§ **REQUIRED WORK**
Look through the lines below and copy each one that includes "list".

§ **RAW DATA**
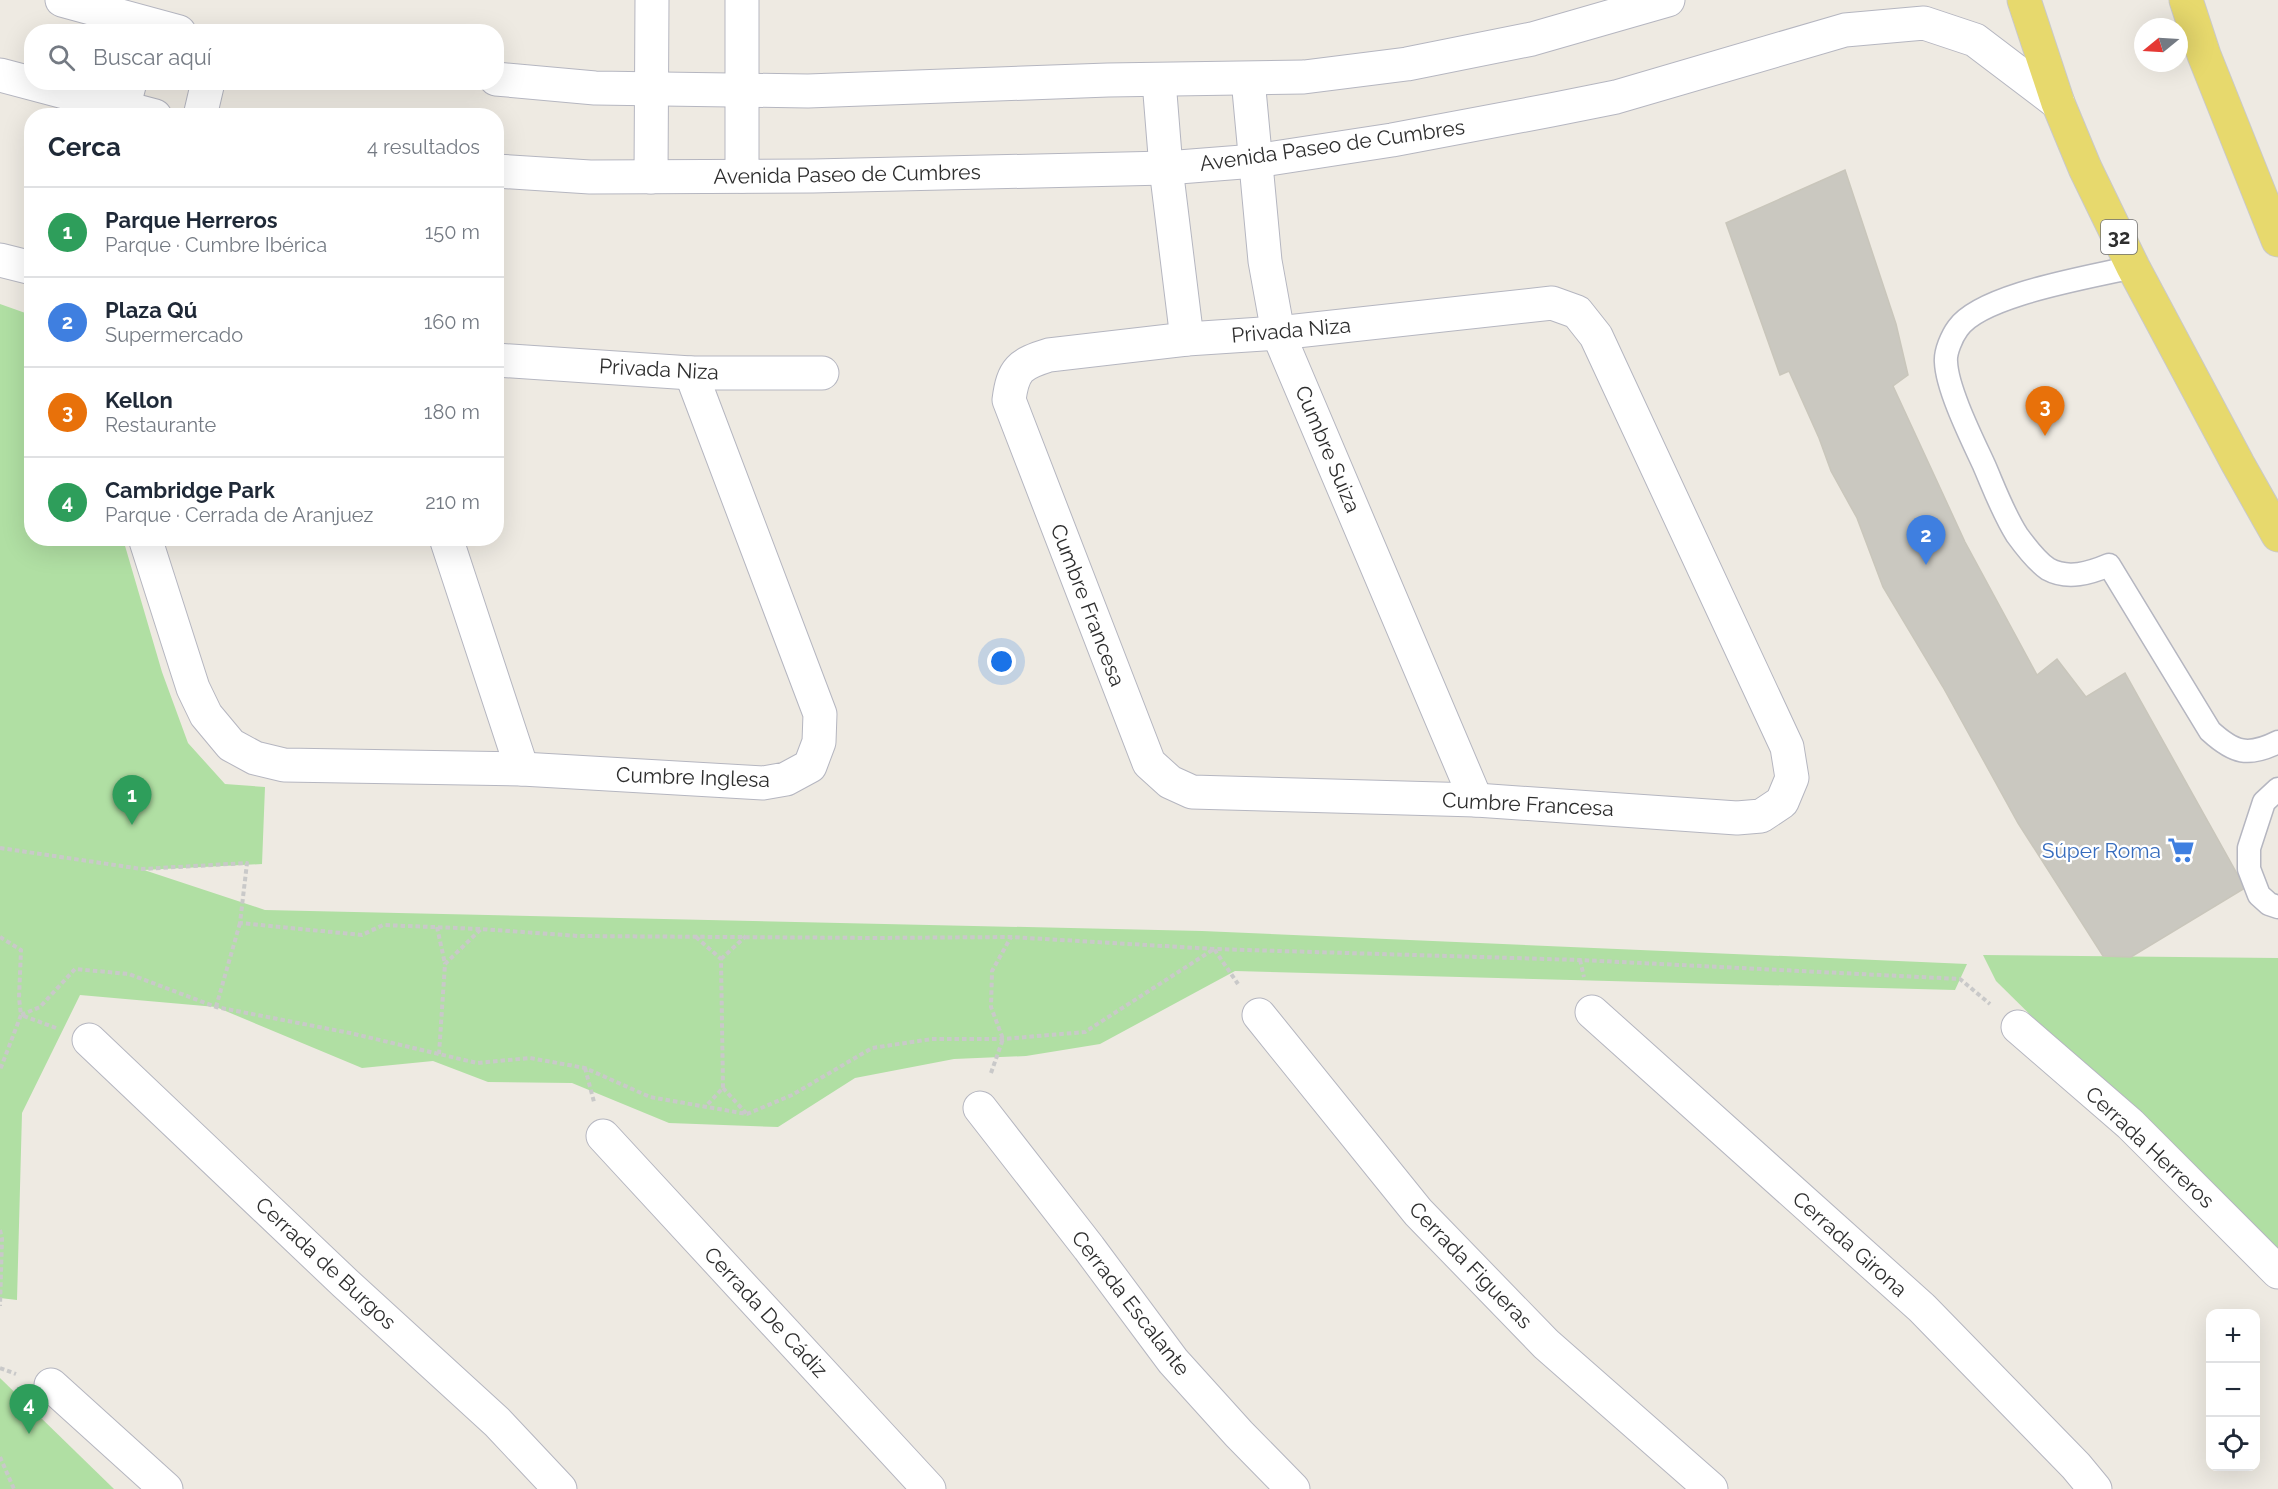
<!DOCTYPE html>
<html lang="es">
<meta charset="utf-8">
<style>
body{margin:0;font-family:Raleway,sans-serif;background:#f2f2f3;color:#1f2937}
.controls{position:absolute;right:18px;bottom:18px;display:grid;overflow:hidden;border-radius:12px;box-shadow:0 6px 24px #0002}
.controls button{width:54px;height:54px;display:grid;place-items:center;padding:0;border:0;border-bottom:2px solid #e0e1e3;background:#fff;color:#1f2937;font:30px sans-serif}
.compass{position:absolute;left:2134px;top:18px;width:54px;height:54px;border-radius:50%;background:#fff;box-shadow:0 6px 24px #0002;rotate:252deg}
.you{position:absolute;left:1002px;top:662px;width:21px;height:21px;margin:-15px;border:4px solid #fff;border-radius:50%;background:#1a73e8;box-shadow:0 0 0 9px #1a73e833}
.badge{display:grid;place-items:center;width:39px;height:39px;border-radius:50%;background:#b45309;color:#fff;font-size:20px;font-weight:700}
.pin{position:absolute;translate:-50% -50px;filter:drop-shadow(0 2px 3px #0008)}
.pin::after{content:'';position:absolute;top:32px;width:21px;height:18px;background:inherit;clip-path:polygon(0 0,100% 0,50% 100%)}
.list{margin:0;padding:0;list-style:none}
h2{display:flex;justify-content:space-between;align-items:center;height:78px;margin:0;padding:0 24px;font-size:26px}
h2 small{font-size:20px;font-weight:400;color:#747a83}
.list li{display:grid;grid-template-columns:39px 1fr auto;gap:18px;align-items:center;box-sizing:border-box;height:90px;padding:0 24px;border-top:2px solid #e0e1e3}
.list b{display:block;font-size:22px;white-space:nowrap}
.list p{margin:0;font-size:20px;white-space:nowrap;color:#747a83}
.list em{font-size:20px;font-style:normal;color:#747a83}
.icon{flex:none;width:33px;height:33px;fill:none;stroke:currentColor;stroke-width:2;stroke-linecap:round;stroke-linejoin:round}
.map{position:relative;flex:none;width:2278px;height:1489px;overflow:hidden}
.search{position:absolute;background:#fff;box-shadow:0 6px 24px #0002;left:24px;top:24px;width:480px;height:66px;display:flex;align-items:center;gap:15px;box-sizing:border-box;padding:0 21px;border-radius:24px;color:#747a83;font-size:22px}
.panel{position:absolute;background:#fff;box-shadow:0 6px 24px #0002;left:24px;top:108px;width:480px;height:438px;border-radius:24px}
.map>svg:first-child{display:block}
</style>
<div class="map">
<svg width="2278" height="1489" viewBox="0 0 2278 1489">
<rect width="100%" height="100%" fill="#eeeae2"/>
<g fill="#b0dfa3">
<polygon points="0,304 31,315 32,538 123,539 162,672 188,743 225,784 265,787 262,864 144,870 265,910 1202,931 1967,964 1955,990 1235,971 1100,1044 1026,1056 954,1059 855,1078 778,1127 669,1123 572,1083 488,1082 433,1061 362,1068 216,1007 80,995 22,1113 17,1300 0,1298"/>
<polygon points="1983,955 2278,958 2278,1259 1996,981"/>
<polygon points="0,1378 114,1489 0,1489"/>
</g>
<polygon fill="#cac8c0" stroke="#c9c6bb" stroke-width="1.5" points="1845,170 1896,324 1908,375 1893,386 1965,542 2037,675 2057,659 2086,697 2125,673 2245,888 2131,957 2103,956 2018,823 1943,687 1883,587 1857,518 1831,471 1819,438 1789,371 1780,375 1726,223"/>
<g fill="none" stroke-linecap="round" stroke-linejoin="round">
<defs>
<g id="service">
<path d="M2133,267C2092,277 1982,294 1958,328C1952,336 1945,352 1946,362C1947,389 1972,439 1984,465C1994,488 2003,513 2017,535C2025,546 2036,561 2048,569C2068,580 2090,573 2109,565L2210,731C2234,753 2248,757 2278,742"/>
<polyline points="2278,789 2264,802 2249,848 2249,869 2259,895 2269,904 2278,907"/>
</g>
<g id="minor">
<polyline points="1248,79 1265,261 1278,333 1476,800"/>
<polyline points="1159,81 1166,168 1187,339"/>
<polyline points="121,116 130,82"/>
<polyline points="200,116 208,82"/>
<polyline points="742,176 742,0"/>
<polyline points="651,177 652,0"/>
<polyline points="0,260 32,268"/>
<path d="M1552,303L1577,312L1596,336L1787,747L1792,778L1782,802L1761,816L1737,818L1476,800L1192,792L1170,782L1149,763L1009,400C1013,369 1020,364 1049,355L1187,339L1278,333Z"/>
<polyline points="496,360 691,373 822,373"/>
<polyline points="145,538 193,688 206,715 231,745 255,758 284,765 522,769 763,783 786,779 810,766 819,742 820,714 691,373"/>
<polyline points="446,538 522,769"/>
<polyline points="1592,1012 1922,1308 2076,1466 2095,1489"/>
<polyline points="1259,1015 1418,1212 1546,1344 1711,1489"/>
<polyline points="2018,1027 2130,1124 2278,1272"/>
<polyline points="89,1040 345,1283 497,1422 560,1489"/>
<polyline points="980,1108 1089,1248 1173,1361 1239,1434 1293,1489"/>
<polyline points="603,1136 929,1489"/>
<polyline points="51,1385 166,1489"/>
</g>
<g id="tertiary">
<polyline points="62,0 179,32"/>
<polyline points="0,75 155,116"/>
<polyline points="496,79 595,88 808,91 1108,80 1304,77 1407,64 1532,39 1668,0"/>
<polyline points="496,171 590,177 813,176 1166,168 1255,161 1392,140 1551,110 1616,97 1845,30 1924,23 1975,40 2058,103"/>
</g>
<g id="primary">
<polyline points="2024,0 2058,103 2085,168 2133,267 2238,464 2278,535"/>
<polyline points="2186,0 2204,55 2278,240"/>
</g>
</defs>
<use href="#service" stroke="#b5b6c0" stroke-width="25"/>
<use href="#minor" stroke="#b5b6c0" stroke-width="35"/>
<use href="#tertiary" stroke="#b5b6c0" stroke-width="35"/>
<use href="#primary" stroke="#c9c9c9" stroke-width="35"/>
<g stroke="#c9c9c9" stroke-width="4" stroke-dasharray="4.5 3" stroke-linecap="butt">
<polyline points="0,848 142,869 247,863 240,923 362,935 383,925 481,929 578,936 874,938 1011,937 1214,949 1580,960 1960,979 1990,1004"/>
<polyline points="437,927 445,964"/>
<polyline points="0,937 21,950 19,998 21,1015 0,1070"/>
<polyline points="696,937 721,959 723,1088 706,1106"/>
<polyline points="721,959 746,936"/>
<polyline points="1580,960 1584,977"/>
<polyline points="216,1007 240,923"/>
<polyline points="56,1028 21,1015 40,1007 75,969 129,974 216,1007 350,1033 477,1063 530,1058 585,1068 650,1097 747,1114 792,1095 872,1048 932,1039 1003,1039 1085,1032 1214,949 1238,984"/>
<polyline points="439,1054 445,964 481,929"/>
<polyline points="585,1068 594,1102"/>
<polyline points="991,1073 1003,1039 991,1007 992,971 1011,937"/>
<polyline points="723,1088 747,1114"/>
<polyline points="0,1230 2,1239 0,1306"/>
<polyline points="0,1368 16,1374"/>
<polyline points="0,1457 14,1489"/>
</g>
<use href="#service" stroke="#fff" stroke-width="22"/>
<use href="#minor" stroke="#fff" stroke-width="33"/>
<use href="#tertiary" stroke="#fff" stroke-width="33"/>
<use href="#primary" stroke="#e7d96d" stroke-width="33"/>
</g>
<defs>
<symbol id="supermarket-bare" viewBox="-9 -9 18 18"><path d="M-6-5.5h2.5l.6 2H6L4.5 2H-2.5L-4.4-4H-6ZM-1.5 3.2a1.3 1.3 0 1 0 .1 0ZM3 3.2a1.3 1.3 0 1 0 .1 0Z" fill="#3f7fe0" stroke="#fff" stroke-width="2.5" paint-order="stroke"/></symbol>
</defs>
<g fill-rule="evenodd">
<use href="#supermarket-bare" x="2162" y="831" width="38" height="38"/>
</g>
<g text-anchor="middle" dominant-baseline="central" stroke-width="4.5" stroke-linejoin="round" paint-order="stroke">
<rect fill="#fff" stroke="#6d6d6d" stroke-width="1.5" x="2101" y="220" width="36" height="34" rx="4.5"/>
<g font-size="20" font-weight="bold" fill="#2e2e2e">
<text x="2119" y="237">32</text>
</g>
<g font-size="21" fill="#2e2e2e" stroke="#fff">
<text transform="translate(1332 145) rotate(-8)">Avenida Paseo de Cumbres</text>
<text transform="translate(847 174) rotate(-1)">Avenida Paseo de Cumbres</text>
<text transform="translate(1291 330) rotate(-5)">Privada Niza</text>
<text transform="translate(659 369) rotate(3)">Privada Niza</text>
<text transform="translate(1328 449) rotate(67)">Cumbre Suiza</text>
<text transform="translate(1088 605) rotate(69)">Cumbre Francesa</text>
<text transform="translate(693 777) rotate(2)">Cumbre Inglesa</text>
<text transform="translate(1528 804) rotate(3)">Cumbre Francesa</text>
<text transform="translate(2150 1147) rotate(43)">Cerrada Herreros</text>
<text transform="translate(1850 1244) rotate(42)">Cerrada Girona</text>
<text transform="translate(326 1263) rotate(43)">Cerrada de Burgos</text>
<text transform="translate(1471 1265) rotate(46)">Cerrada Figueras</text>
<text transform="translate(1131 1303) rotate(52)">Cerrada Escalante</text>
<text transform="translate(766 1312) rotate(47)">Cerrada De Cádiz</text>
</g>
<g font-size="21" fill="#366cbe" stroke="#fff" text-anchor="end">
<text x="2161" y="850">Súper Roma</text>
</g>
</g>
</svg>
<div class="controls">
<button>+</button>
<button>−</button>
<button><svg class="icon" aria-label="locate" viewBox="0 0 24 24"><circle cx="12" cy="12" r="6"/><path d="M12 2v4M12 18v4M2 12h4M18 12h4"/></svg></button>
</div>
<svg class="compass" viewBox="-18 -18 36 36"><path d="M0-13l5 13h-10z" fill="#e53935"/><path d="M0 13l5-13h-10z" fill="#747a83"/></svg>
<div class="you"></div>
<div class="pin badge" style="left:132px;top:825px;background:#2e9e5b">1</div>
<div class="pin badge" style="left:1926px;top:565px;background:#3f7fe0">2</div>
<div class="pin badge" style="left:2045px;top:436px;background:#e8710a">3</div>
<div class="pin badge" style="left:29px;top:1434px;background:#2e9e5b">4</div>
<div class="search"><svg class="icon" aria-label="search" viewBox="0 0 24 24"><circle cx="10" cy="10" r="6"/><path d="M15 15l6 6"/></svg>Buscar aquí</div>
<section class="panel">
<h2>Cerca<small>4 resultados</small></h2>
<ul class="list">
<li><span class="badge" style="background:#2e9e5b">1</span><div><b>Parque Herreros</b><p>Parque · Cumbre Ibérica</p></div><em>150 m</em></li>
<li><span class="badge" style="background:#3f7fe0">2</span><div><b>Plaza Qú</b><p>Supermercado</p></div><em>160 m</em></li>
<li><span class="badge" style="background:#e8710a">3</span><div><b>Kellon</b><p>Restaurante</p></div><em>180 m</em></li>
<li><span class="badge" style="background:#2e9e5b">4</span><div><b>Cambridge Park</b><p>Parque · Cerrada de Aranjuez</p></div><em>210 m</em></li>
</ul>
</section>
</div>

§ **TASK RESPONSE**
.list{margin:0;padding:0;list-style:none}
.list li{display:grid;grid-template-columns:39px 1fr auto;gap:18px;align-items:center;box-sizing:border-box;height:90px;padding:0 24px;border-top:2px solid #e0e1e3}
.list b{display:block;font-size:22px;white-space:nowrap}
.list p{margin:0;font-size:20px;white-space:nowrap;color:#747a83}
.list em{font-size:20px;font-style:normal;color:#747a83}
<ul class="list">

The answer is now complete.